Represent each of the following rational numbers in fraction form.
Standard 8.NS.1 requires students to "convert a decimal expansion which repeats eventually into a rational number." Despite this choice of wording, the numbers in this task are rational numbers regardless of choice of representation. For example, $0.33\overline{3}$ and $\frac13$ are two different ways of representing the same number.
So what is a rational number? Sometimes people define a rational number to be a ratio of integers, but to be consistent with the CCSSM, we would need to say a rational number is any number that is the value of a ratio of two integers. Sometimes people define a rational number based on how it can be represented; here is a typical definition: A rational number is any number that can be represented as $\frac{a}{b}$ where $a$ and $b$ are integers and $b\neq 0$. It is interesting to compare this with the definition of a rational number given in the Glossary of the CCSSM (as well as the more nuanced meaning developed in the standards themselves starting in grade 3 and beyond).
A more constructive definition for a rational number that does not depend on the way we represent it is:
A number is rational if it is a quotient $a\div b$ of two integers $a$ and $b$ where $b\neq 0$.or, equivalently,
A rational number is a number that satisfies an equation of the form $a=bx$, where $a$ and $b$ are integers and $b\neq 0$.

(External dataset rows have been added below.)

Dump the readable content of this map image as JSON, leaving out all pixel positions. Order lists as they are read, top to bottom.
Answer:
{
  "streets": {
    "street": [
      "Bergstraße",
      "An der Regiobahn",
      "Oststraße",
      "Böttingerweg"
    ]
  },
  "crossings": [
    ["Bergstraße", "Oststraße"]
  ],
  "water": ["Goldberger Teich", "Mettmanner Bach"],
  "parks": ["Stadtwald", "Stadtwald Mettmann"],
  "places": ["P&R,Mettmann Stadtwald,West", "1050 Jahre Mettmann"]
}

So $0.33\overline{3}$ is a rational number because it is the result we get when we divide 1 by 3, or equivalently, because it is a solution to $1=3x$. However, numbers like $\pi$ and $\sqrt{2}$ are not rational because neither of them satisfies an equation of the form $a=bx$ where $a$ and $b$ are integers. This is actually tricky to show and is an exercise left to high school or college.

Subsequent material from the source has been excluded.